Не подтверждает ли Набоков шпенглеровский «Закат Запада», включающий и Восток — дореволюционную Россию, блестящий упадок — без веры в Бога и доверия к человеку. Но такая философия истории вызвала бы у Владимира Владимировича ироническую улыбку. Он мог бы сказать: Шпенглер — претенциозный немец…
Самая эпохальная (как выразился бы Белый) книга Набокова — уже упоминавшееся «Приглашение на казнь». Эта отрицательная утопия, как мне кажется, художественно превосходит все другие: Достоевского (Хрустальный дворец), Валерия Брюсова («Республика Южного Креста»), Замятина («Мы»), Чапека («Р.У.Р.»), Хаксли («Прекрасный новый мир») и Оруэлла («1984»). Набокову привиделся не тоталитарный коммунизм в сверхиндустриальном будущем, а более жуткое торжество жестокой пошлости на руинах индустриализации (где-то на задворках ржавеет самолет, и люди опять обратились к конной тяге). Обитатели этого захолустного мирка — неопределенной национальности. Тюремный сторож — русейший Родион, палач — Пьер, главного героя Набоков наградил римским именем. Его жена блудливая Марфинька… Граждане утопии — самодовольные полуидиоты, которые приглашают Цинцинната на казнь оттого, что он другой — зрячий, видит красоту, способен любить. Гротескна подстроенная этими людьми будущего «трогательная дружба» палача и его жертвы. Весь этот тихий ужас (пошлости с примесью сентиментальности) страшнее фантазий других «отрицательных» утопистов. Уже на плахе Цинциннат догадывается: это все подделка, и вот на его глазах начинают распадаться и эшафот, и людишки. Его осенила та же счастливая догадка, что и девочку Алису (Льюиса Кэрролла), окруженную злыми силами. Она крикнула им: «Вы только колода карт!» И карточный ломик зла рассыпался.
Самый живой человек в повестях Набокова он сам — в автобиографическом «Даре» и в воспоминаниях: русских («Другие берега»,) или английских («Память, говори»). Здесь главная тема: становление художника, который на самом деле жил, страдал, радовался, трудился. О нем не скажешь: уж не пародия ли он?
Нет пародийности и в «лирических пассажах» Набокова, например, в рассказе о старой гувернантке, швейцарской француженке. В юности его восхищал ее «соловьиный голос, исходящий из слоновьего тела», и ей посвящена эта хвалебная и архаизированная фраза: «Сколь возбудительно и плодотворно действовали на меня прозрачные звуки ее языка, подобного сверканью тех кристаллических солей, кои прописывались для очищения крови». А последняя-вечная память о ней связывается для Набокова с виденным им на Женевском озере старым лебедем, который в непогоду старался забраться в шлюпку, и вот перед ним возникает тройственный образ: «лодка, лебедь, волна» («Другие берега»). Это, конечно, не пародия, а скорее стилизация элегии: не Ламартина ли, любимого поэта лозаннской старушки? Тот же элегизм есть и в одном из лучших коротких рассказов Набокова «Озеро, облако, башня», где он до блеска, до сияния отполировал, казалось бы, давно потускневшие «красивые слова» этой триады.

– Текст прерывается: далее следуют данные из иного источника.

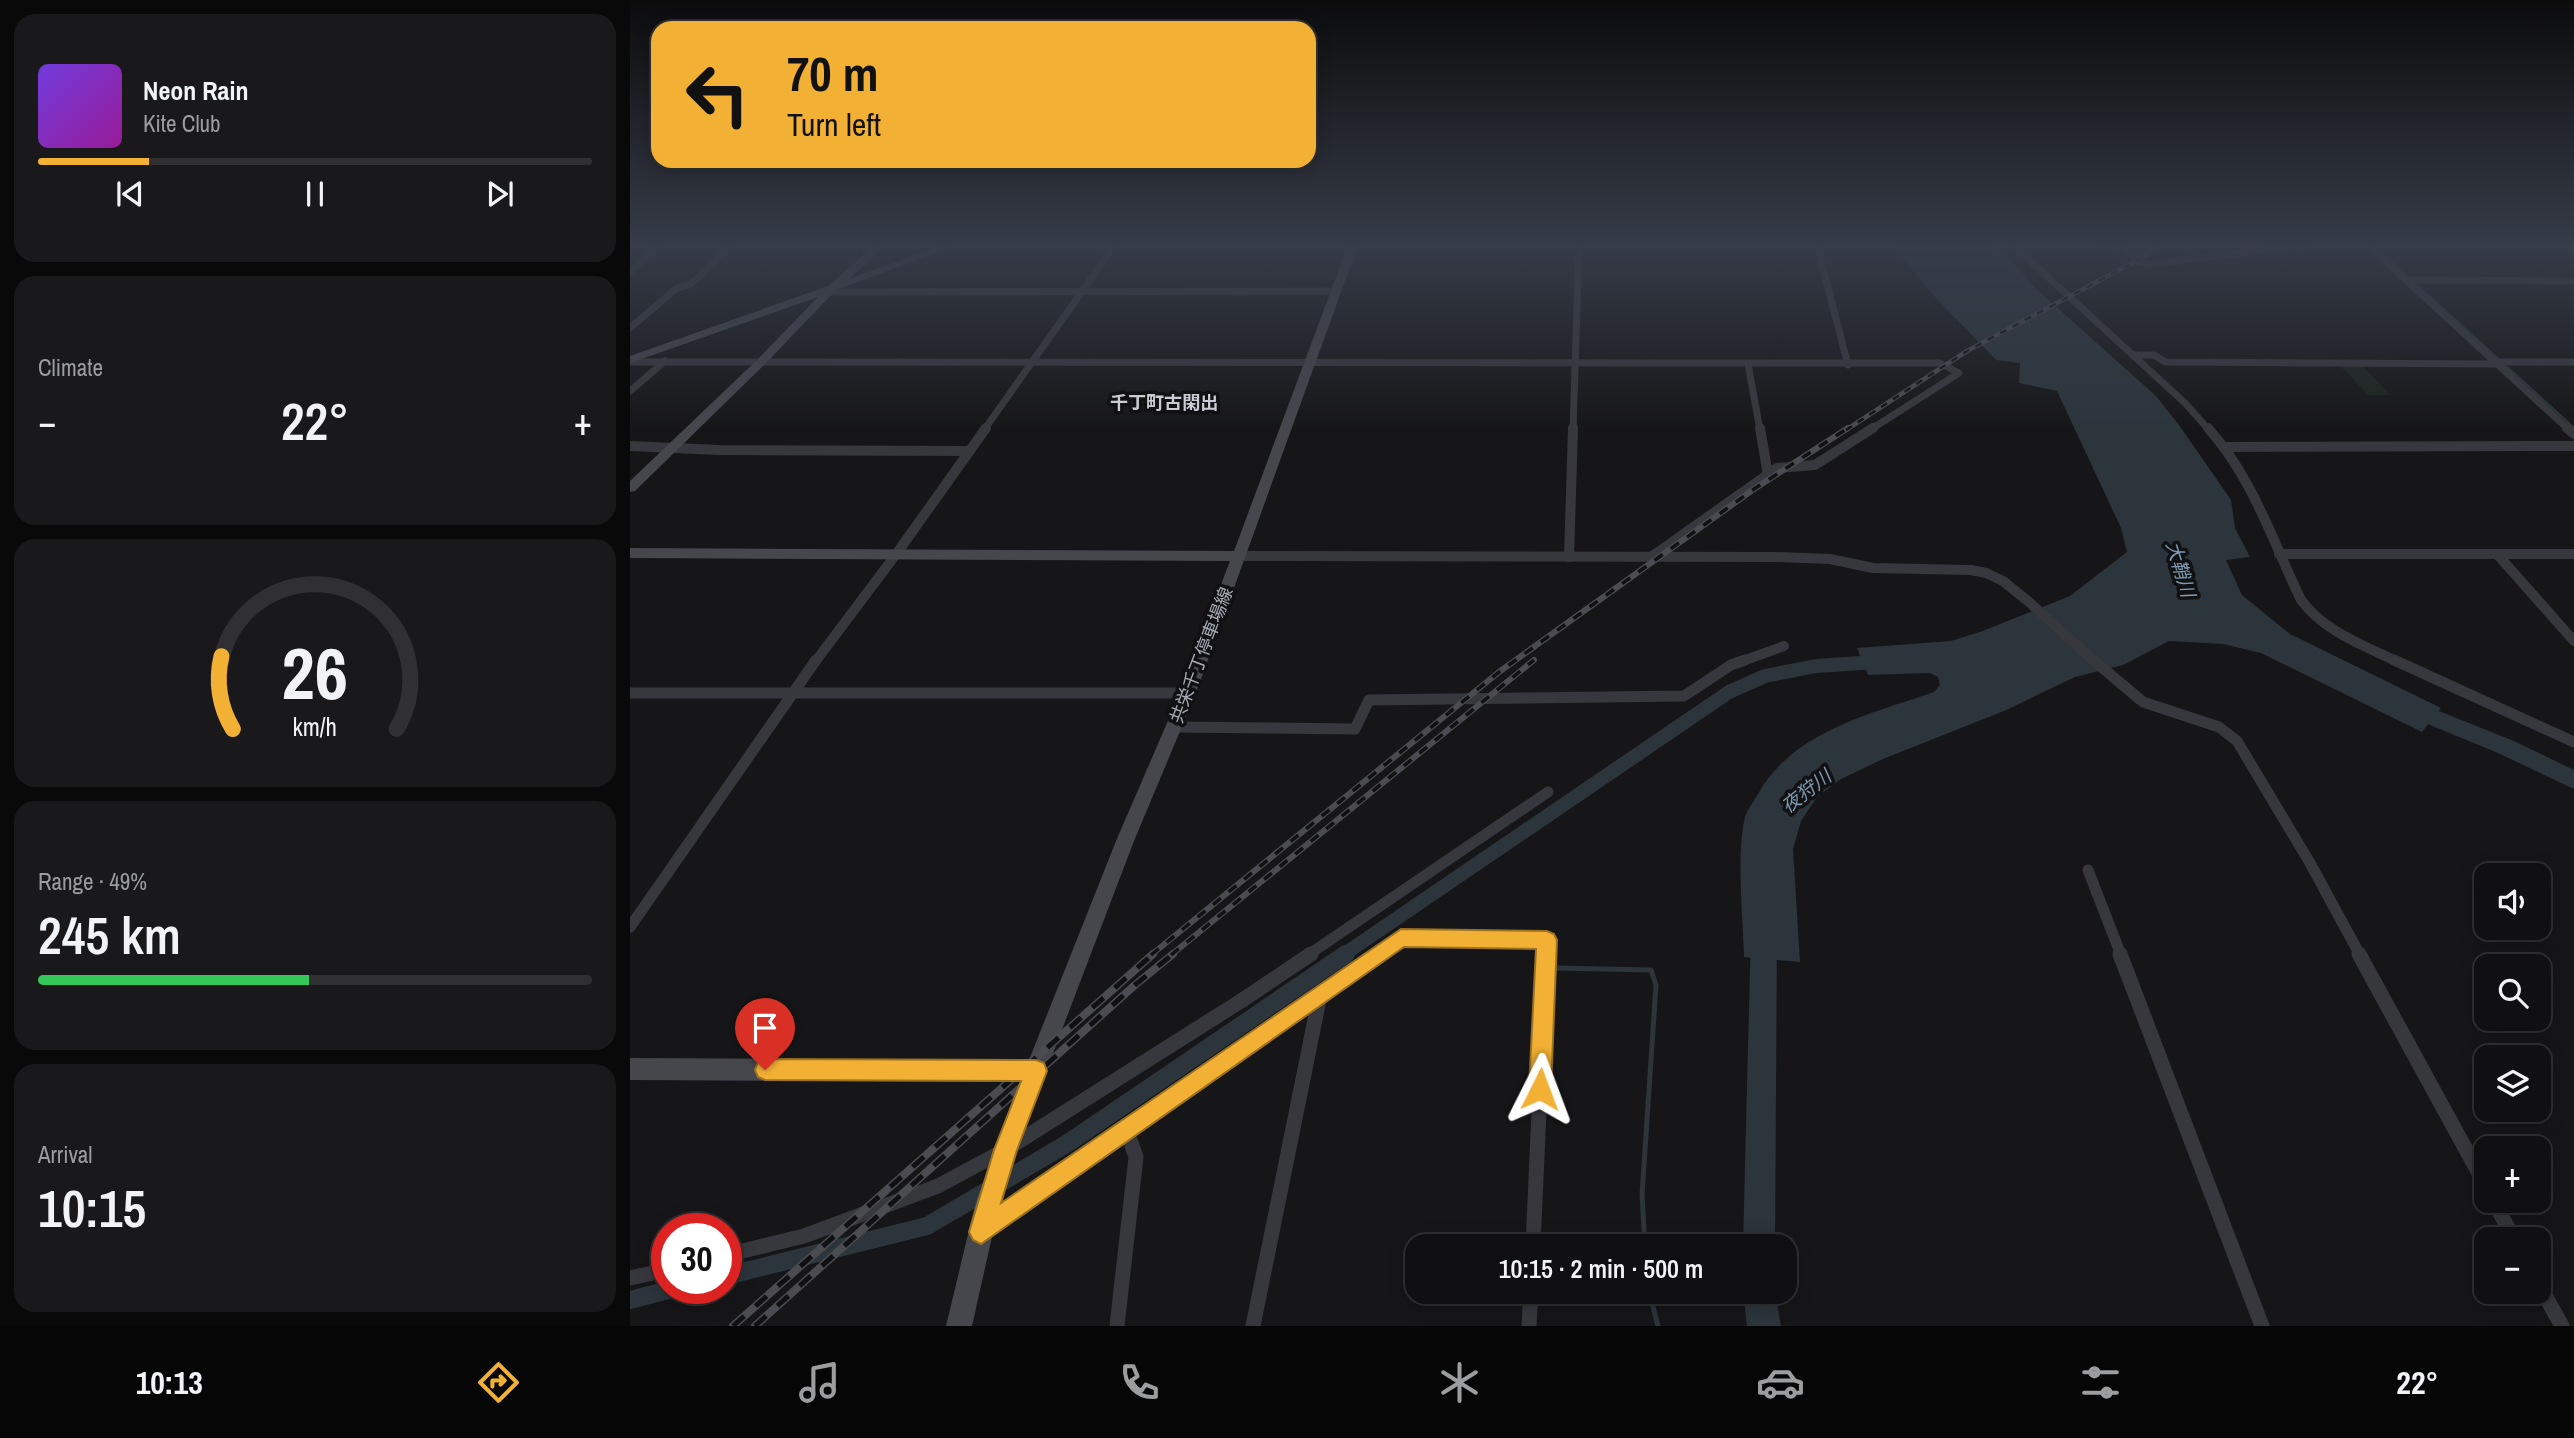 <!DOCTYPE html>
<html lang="en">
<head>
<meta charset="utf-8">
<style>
  body { margin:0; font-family:"Archivo Narrow","Noto Sans JP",sans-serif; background:#19191b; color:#f1f3f6; height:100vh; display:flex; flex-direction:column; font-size:26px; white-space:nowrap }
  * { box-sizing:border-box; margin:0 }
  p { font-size:23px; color:#9c9d9f }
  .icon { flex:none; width:38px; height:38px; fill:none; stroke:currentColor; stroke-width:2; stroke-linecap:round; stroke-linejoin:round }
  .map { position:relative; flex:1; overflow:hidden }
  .panel { display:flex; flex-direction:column; gap:14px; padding:14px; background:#09090a; width:630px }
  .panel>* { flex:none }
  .hud { position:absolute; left:21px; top:21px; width:665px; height:147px; border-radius:21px; box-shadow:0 4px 18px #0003,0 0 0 2px #303032; background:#f2b134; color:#111; overflow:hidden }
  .fabs { position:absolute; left:1844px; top:863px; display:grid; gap:14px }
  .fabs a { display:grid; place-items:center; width:77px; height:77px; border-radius:14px; background:#101012; box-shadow:0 4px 18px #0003,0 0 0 2px #303032; font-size:35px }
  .speed { position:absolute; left:21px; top:1213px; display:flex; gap:14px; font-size:35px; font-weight:700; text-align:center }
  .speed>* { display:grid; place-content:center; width:91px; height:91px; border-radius:50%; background:#101012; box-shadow:0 4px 18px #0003,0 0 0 2px #303032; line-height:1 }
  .speed .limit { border:10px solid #d22; background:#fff; color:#111 }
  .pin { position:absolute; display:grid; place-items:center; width:60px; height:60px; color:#fff; margin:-72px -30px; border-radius:50% 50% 50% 0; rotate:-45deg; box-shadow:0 0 7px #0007 }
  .pin .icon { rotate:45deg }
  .me { position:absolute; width:77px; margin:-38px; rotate:3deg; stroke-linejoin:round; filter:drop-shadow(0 0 5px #0008) }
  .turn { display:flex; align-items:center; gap:24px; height:147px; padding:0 21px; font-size:32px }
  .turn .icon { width:91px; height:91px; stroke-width:2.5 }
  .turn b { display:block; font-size:49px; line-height:60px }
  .big { font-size:52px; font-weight:600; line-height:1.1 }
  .panel .widget { flex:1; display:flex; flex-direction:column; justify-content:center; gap:10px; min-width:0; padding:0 24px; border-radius:21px; background:#19191b }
  .panel .dial { align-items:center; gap:0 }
  .dial svg { height:182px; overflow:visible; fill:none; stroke:#303032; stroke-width:7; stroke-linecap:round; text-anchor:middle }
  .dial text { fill:#f1f3f6; stroke:none }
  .song { display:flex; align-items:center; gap:21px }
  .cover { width:84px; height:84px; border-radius:10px; background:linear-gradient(135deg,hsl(260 70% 55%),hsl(300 70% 35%)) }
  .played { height:7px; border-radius:4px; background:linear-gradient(90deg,#f2b134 20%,#303032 20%) }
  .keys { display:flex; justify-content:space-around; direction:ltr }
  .heat { display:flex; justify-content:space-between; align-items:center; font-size:38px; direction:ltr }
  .charge { height:10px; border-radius:5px; background:linear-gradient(90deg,#34c759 49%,#303032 0) }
  .trip { position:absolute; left:775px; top:1234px; width:392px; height:70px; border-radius:21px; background:#101012; box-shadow:0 4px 18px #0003,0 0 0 2px #303032; font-weight:600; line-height:70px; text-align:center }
  .tabs { display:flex; height:112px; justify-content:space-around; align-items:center; background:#060607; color:#9c9d9f }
  .tabs .icon { width:49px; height:49px }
  .tabs .active { color:#f2b134 }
  .tabs b { font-size:32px; color:#f1f3f6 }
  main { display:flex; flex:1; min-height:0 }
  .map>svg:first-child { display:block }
  .green { fill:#1c231d }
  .water { fill:#2c353c }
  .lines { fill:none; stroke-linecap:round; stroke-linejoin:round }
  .stream-far1 { stroke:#2c353c; stroke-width:2.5 }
  .stream { stroke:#2c353c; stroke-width:5 }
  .canal-far1 { stroke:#2c353c; stroke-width:14 }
  .canal { stroke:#2c353c; stroke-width:18 }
  .river { fill:#2c353c; fill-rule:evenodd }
  .street-far3 { stroke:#37383d; stroke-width:7 }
  .street-far2 { stroke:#37383d; stroke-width:10 }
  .street-far1 { stroke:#37383d; stroke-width:11 }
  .street { stroke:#37383d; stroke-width:15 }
  .secondary { fill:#45474d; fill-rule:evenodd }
  .rail-far2-casing { stroke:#4a4c52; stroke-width:4.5 }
  .rail-far1-casing { stroke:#4a4c52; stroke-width:6 }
  .rail-casing { stroke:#4a4c52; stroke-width:8 }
  .rail-far2 { stroke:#111113; stroke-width:2.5; stroke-dasharray:7; stroke-linecap:butt }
  .rail-far1 { stroke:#111113; stroke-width:3.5; stroke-dasharray:10; stroke-linecap:butt }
  .rail { stroke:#111113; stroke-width:5; stroke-dasharray:15; stroke-linecap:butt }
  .route { fill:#f2b134; stroke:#9d7322; stroke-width:2 }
  .labels { text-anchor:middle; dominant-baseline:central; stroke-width:7; stroke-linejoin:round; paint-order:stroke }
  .far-quarter-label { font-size:18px; font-weight:bold; fill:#c9ccd4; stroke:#111113 }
  .street-label { font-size:18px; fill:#a8adb8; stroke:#111113 }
  .water-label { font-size:19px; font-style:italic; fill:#7f9bb3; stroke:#111113 }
</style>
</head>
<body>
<main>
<section class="panel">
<div class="widget">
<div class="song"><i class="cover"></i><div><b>Neon Rain</b><p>Kite Club</p></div></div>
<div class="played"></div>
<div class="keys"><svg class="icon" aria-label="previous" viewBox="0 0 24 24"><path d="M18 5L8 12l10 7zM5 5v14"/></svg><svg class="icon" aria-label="pause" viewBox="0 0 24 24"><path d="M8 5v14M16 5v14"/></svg><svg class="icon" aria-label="next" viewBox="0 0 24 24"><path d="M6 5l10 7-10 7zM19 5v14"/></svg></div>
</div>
<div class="widget"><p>Climate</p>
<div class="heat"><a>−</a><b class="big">22°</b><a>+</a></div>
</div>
<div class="widget dial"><svg viewBox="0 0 100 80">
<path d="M14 69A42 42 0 1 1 86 69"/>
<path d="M14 69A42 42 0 0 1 9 37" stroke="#f2b134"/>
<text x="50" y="56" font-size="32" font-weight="700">26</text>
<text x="50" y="72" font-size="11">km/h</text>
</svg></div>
<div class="widget"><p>Range · 49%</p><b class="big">245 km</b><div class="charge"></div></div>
<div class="widget"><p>Arrival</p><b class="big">10:15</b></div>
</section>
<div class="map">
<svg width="1944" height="1326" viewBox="0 0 1944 1326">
  <rect width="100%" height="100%" fill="#161618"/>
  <path class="green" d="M1711,366H1733L1760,395H1738Z"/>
  <path class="water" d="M1262,245H1361L1385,264L1403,286L1526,396L1549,425L1601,500L1605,528L1620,557L1596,560L1612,595L1660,634L1811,708L1792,732L1631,653L1593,644L1539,641L1493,665L1445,677L1374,711L1253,759L1211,779L1187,797L1171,821L1163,849L1170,962L1114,957C1113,918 1106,854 1115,817C1117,810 1124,801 1128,794C1163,731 1241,714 1304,692L1310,685L1308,677L1300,673L1238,675L1227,648L1321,641L1350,632L1440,596L1497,552L1491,528L1427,391L1389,383L1390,363L1366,360L1305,297Z"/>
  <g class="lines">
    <path class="stream-far1" d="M1756,257L1944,428"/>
    <g class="stream">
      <path d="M924,968L1021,970L1026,985L1012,1195L1015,1246"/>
      <path d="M1019,1292L1028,1326"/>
    </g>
    <path class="canal-far1" d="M713,955L1099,692L1135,676L1186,666L1247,662"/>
    <g class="canal">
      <path d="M96,1276L297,1226L438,1143L716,954"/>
      <path d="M0,1300L46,1288"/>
    </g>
    <g class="river">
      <path d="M1779,699L1884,741L1944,770V789L1868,753L1771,713L1768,707L1771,701Z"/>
      <path d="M1134,918L1143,922L1147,930L1145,1246H1113L1121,930L1125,922Z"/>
      <path d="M1113,1292H1145L1151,1326H1117Z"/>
    </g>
    <g class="street-far3">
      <path d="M1187,245L1218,365"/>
      <path d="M1383,245L1555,403L1579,430"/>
      <path d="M1467,245L1493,246L1509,262L1520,264L1676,245"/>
      <path d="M1738,245L1939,430"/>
      <path d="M1505,259L1532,245"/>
      <path d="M0,272L29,245"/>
      <path d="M1775,280L1944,281"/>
      <path d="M201,292L706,291"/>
      <path d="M0,328L47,288L59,285L69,277L101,245"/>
      <path d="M1503,355H1524L1535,362L1868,364"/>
      <path d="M0,362L1310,363L1329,373L1240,430"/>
      <path d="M1866,362H1944"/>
      <path d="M1118,364L1130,430"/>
      <path d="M0,391L35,361"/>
      <path d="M354,430L485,245"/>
      <path d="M943,430L949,245"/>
    </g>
    <g class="street-far2">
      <path d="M1130,428L1138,475"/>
      <path d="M1578,428C1623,478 1642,540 1671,600C1695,632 1733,645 1768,662"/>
      <path d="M1937,428L1944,434"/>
      <path d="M0,446L89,450L339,451"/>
      <path d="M1595,447L1944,446"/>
      <path d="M1649,554H1944"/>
      <path d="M1867,554L1944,641"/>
      <path d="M609,556L1146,557L1200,559L1243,568L1341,570L1356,573L1373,581L1399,602L1465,662"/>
      <path d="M939,557L943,428"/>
      <path d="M1021,557L1147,468L1185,465L1243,428"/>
      <path d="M185,662L267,553L356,428"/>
      <path d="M1110,662L1154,646"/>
    </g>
    <g class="street-far1">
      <path d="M1463,660L1513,702L1589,727L1607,741L1680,863L1730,955"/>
      <path d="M1764,660L1944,742"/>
      <path d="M0,693H558"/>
      <path d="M544,727L725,729L739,700L1054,696L1101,665L1115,660"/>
      <path d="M1458,870L1491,955"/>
      <path d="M0,927L186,660"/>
      <path d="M678,955L918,792"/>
      <path d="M746,955L771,938L917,940L916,955"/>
    </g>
    <g class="street">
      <path d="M1490,954L1632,1326"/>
      <path d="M1729,954L1857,1188"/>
      <path d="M497,1131L749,954"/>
      <path d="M1863,1200L1884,1239"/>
      <path d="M354,1230L497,1131L506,1157L487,1326"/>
      <path d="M903,1246L916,954"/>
      <path d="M96,1255L174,1236L308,1186L375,1150L611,1001L681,954"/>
      <path d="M0,1278L37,1270"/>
      <path d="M1909,1285L1932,1326"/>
      <path d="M623,1326L690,995"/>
      <path d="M899,1326L901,1292"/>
    </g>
    <g class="secondary">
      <path d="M245,245H256L219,279L313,245H328L206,290L136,363L5,491L0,492V481L128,359L188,297L0,363V356L198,286Z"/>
      <path d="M718,245H728L566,693L504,841L386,1150L370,1201L342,1326H316L346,1201L391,1082L0,1080V1058L399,1060L486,841L550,693L600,561L0,558V548L604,551Z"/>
    </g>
    <g class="rail-far2-casing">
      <path id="rail-far2" d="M1216,430L1337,351L1536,245"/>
    </g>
    <g class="rail-far1-casing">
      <g id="rail-far1">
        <path d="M521,955L869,672L1124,489L1218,428"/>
        <path d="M541,955L904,660"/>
      </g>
    </g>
    <g class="rail-casing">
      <g id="rail">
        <path d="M103,1326L523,954"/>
        <path d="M125,1326L505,985L543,954"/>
      </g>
    </g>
    <use href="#rail-far2" class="rail-far2"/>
    <use href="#rail-far1" class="rail-far1"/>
    <use href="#rail" class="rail"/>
  </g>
  <linearGradient id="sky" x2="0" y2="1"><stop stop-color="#0c0c0d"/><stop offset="0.57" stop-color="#363c48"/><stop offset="1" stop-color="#363c48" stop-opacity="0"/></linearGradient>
  <rect width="1944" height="431" fill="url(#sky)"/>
  <path class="route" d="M771,929L917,931L924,934L927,940L921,1089L918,1097L910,1100L902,1097L899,1089L906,949L774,947L351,1244L343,1240L339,1232L364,1150L391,1081L135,1080L128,1077L125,1070L128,1062L135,1059L406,1060L414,1063L417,1071L387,1150L371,1203Z"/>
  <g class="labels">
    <g class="far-quarter-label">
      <text x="534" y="402">千丁町古閑出</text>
    </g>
    <g class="street-label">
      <text transform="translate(571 655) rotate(-69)">共栄千丁停車場線</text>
    </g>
    <g class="water-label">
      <text transform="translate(1551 569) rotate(73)">大鞘川</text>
      <text transform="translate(1176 791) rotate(-38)">夜狩川</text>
    </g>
  </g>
</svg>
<div class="fabs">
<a><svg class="icon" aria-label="sound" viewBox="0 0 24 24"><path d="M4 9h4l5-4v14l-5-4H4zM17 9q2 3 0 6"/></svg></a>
<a><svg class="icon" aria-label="search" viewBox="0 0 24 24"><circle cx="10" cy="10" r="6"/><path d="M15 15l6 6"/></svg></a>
<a><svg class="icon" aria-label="layers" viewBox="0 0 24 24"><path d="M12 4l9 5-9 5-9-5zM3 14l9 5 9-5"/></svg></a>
<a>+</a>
<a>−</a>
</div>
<div class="speed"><div class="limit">30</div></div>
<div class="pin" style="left:135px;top:1070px;background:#d93025"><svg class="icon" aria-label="arrive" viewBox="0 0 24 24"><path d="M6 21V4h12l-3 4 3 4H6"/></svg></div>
<svg class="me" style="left:910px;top:1089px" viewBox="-20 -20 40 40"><path d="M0-17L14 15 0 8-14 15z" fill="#f2b134" stroke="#fff" stroke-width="4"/></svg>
<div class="trip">10:15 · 2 min · 500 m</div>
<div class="hud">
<div class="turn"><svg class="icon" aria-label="left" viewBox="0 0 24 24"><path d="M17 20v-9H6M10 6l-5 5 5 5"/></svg><div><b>70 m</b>Turn left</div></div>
</div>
</div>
</main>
<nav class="tabs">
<b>10:13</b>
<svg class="icon active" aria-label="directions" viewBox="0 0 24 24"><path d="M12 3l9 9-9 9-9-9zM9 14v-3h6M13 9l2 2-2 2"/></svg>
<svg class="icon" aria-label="music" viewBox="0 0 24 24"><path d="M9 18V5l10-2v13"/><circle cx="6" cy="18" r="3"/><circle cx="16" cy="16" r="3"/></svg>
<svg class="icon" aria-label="phone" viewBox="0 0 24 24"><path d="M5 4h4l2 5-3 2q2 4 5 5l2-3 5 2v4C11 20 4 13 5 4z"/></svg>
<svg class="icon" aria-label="climate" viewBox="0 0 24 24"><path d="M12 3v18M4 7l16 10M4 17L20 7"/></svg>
<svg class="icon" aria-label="car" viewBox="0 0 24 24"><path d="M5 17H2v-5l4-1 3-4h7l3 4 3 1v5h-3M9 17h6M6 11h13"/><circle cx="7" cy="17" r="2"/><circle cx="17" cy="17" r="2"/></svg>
<svg class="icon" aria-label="filters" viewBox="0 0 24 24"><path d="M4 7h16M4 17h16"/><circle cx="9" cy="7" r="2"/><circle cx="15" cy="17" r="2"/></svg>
<b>22°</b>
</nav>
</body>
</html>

Немало «ничевочащего» небытия в мире Набокова. А истинное бытие дышит, переливается не в набоковских героях, а в нем самом, в его искусстве, в его памяти, созидающей «вне дьявольского времени, но очень даже внутри божественного пространства». Радостно, понятно — испытываемое им и не поддающееся определению блаженство жизнелюба-художника. «Это вроде какой-то мгновенной физической пустоты, куда устремляется все, что я люблю в мире», — пишет он в тех «Других берегах». «Это вроде мгновенного трепета умиления и благодарности, обращенной <…> не знаю к кому и к чему, — гениальному ли контрапункту человеческой судьбы или благосклонным духам, балующим земного счастливца».